Date: Thu, 19 Mar 2026 23:47:07 +0800 From: Zhenlei Huang <zlei@FreeBSD.org> To: Konstantin Belousov <kostikbel@gmail.com> Cc: FreeBSD Current <current@freebsd.org> Subject: Re: userret: returning with the following locks held Message-ID: <F976AFFB-8A44-40BD-990A-DBA1B389421C@FreeBSD.org> In-Reply-To: <abroibATpGiFzk9e@kib.kiev.ua> References: <A0EEC016-7FFA-4036-99DF-AC0B7A874B3F@FreeBSD.org> <abroibATpGiFzk9e@kib.kiev.ua>
index | next in thread | previous in thread | raw e-mail
[-- Attachment #1 --]
> On Mar 19, 2026, at 2:01 AM, Konstantin Belousov <kostikbel@gmail.com> wrote:
>
> On Wed, Mar 18, 2026 at 05:36:00PM +0800, Zhenlei Huang wrote:
>> Hi,
>>
>> While I'm working on the if_detach() / if_vmove() racing issue and I wrote
>> a test and try to repeat the race condition and got this assert panic,
>>
>> ```
>> <6>epair1b: link state changed to UP
>> userret: returning with the following locks held:
>> exclusive sx ifnet_detach_sx (ifnet_detach_sx) r = 1 (0xffffffff83ab75e0) locked @ /home/zlei/freebsd-src/sys/net/if.c:1286
>> panic: witness_warn
>> cpuid = 2
>> time = 1773824038
>> KDB: stack backtrace:
>> db_trace_self_wrapper() at db_trace_self_wrapper+0xa5/frame 0xfffffe00ec001710
>> kdb_backtrace() at kdb_backtrace+0xc6/frame 0xfffffe00ec001870
>> vpanic() at vpanic+0x214/frame 0xfffffe00ec001a10
>> panic() at panic+0xb5/frame 0xfffffe00ec001ad0
>> witness_warn() at witness_warn+0x7f7/frame 0xfffffe00ec001c30
>> userret() at userret+0x11c/frame 0xfffffe00ec001d10
>> amd64_syscall() at amd64_syscall+0x694/frame 0xfffffe00ec001f30
>> fast_syscall_common() at fast_syscall_common+0xf8/frame 0xfffffe00ec001f30
>> --- syscall (19, FreeBSD ELF64, compat.lseek), rip = 0xfd288de65ba, rsp = 0xfd284aad4b8, rbp = 0xfd284aad500 ---
>> Uptime: 29m8s
>> Dumping 1355 out of 16137 MB:..2%..11%..21%..31%..41%..51%..61%..71%..81%..91%
>> ```
>>
>> The line 1286 of sys/net/if.c is ( my WIP revision ),
>>
>> ```
>> 1250 static int
>> 1251 if_vmove_reclaim(struct thread *td, char *ifname, int jid)
>> 1252 {
>> ...
>> 1282 /* Get interface back from child jail/vnet. */
>> 1283 found = if_unlink_ifnet(ifp, true);
>> 1284 MPASS(found);
>> 1285 sx_xlock(&ifnet_detach_sxlock);
>> 1286 if_vmove(ifp, vnet_dst);
>> 1287 sx_xunlock(&ifnet_detach_sxlock);
>> 1288
>> 1289 /* Report the new if_xname back to the userland. */
>> 1290 sprintf(ifname, "%s", ifp->if_xname);
>> 1291
>> 1292 prison_free(pr);
>> 1293 CURVNET_RESTORE();
>> 1294 return (0);
>> 1295 }
>> ```
>>
>> That puzzled me a lot.

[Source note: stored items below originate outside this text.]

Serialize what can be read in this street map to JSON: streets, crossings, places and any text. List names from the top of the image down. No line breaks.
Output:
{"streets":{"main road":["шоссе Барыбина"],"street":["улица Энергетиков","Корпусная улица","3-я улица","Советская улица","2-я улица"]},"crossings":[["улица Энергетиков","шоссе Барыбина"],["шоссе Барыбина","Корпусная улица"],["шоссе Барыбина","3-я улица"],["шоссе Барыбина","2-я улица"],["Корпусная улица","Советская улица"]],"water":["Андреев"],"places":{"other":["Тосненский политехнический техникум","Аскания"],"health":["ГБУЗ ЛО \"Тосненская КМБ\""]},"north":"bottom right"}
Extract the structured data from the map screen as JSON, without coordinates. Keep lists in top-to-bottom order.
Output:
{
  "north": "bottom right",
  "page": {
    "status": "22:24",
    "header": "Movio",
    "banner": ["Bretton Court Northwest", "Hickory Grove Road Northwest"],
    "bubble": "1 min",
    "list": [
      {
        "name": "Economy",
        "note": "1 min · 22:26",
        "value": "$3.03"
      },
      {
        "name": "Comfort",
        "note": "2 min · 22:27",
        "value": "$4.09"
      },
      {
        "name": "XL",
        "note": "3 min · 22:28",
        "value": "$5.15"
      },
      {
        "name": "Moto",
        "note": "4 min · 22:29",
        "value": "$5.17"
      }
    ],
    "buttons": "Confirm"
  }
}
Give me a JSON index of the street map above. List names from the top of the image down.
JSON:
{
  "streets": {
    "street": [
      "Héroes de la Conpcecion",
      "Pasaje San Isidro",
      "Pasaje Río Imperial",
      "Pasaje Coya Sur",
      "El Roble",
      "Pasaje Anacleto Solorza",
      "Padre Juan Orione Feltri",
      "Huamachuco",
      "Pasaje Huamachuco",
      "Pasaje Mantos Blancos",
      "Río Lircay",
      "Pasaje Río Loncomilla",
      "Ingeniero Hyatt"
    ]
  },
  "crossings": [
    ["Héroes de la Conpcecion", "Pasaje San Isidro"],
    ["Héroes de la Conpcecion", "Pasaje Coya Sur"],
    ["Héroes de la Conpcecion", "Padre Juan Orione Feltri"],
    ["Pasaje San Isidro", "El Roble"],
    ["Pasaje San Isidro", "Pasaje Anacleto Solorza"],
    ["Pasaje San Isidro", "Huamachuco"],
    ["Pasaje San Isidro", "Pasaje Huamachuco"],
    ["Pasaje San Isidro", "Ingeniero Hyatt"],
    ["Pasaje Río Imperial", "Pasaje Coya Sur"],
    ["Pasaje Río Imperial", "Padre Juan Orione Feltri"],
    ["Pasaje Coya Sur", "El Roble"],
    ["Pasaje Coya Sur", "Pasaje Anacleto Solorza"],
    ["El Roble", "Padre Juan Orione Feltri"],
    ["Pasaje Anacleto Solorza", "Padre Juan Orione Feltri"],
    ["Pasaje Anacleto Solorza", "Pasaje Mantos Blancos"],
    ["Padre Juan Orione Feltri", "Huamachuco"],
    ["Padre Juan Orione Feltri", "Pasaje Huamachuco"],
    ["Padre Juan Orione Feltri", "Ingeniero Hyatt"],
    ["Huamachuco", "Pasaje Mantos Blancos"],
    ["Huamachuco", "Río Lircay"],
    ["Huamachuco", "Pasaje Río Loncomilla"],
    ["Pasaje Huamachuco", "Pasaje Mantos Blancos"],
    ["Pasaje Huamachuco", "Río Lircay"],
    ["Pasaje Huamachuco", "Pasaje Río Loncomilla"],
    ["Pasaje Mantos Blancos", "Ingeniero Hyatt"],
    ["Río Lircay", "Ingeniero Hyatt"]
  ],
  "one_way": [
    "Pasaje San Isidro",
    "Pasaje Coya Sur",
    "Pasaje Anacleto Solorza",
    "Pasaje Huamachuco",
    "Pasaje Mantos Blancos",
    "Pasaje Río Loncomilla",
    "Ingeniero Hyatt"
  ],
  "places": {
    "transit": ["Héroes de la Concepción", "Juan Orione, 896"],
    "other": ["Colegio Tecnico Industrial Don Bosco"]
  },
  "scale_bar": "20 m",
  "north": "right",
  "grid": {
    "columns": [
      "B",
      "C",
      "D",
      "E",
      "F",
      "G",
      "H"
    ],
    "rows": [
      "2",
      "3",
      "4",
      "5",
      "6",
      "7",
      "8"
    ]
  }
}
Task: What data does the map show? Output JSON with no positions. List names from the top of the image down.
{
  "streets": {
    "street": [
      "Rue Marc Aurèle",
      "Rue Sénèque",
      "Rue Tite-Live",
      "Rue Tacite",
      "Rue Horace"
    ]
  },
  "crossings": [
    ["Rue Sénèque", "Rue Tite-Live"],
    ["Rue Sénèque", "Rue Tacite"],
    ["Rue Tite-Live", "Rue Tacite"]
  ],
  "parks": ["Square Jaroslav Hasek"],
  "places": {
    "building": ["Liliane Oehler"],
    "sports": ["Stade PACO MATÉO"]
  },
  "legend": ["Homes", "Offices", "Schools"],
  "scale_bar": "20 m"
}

The current thread only reaches to `if_vmove()` , how does it happen to userret() ?
>>
>> Is that witness warn is false report ?
>
> I doubt that this is false report.
>
> userret() is the common code that prepares thread for return from kernel
> to usermode. As part of the preparation, it checks that no locks is
> left owned by the thread. What you see is the result of the failing
> check.
>
> In other words, you have some syscall that locked a lock, did not released
> it, then returned. The layer that manages return to userspace caught the
> issue.
Thanks ! I'll take care of the locking issue ( syscall returned without lock released ).
I'll report back if I re-encounter this issue.
Best regards,
Zhenlei
[-- Attachment #2 --]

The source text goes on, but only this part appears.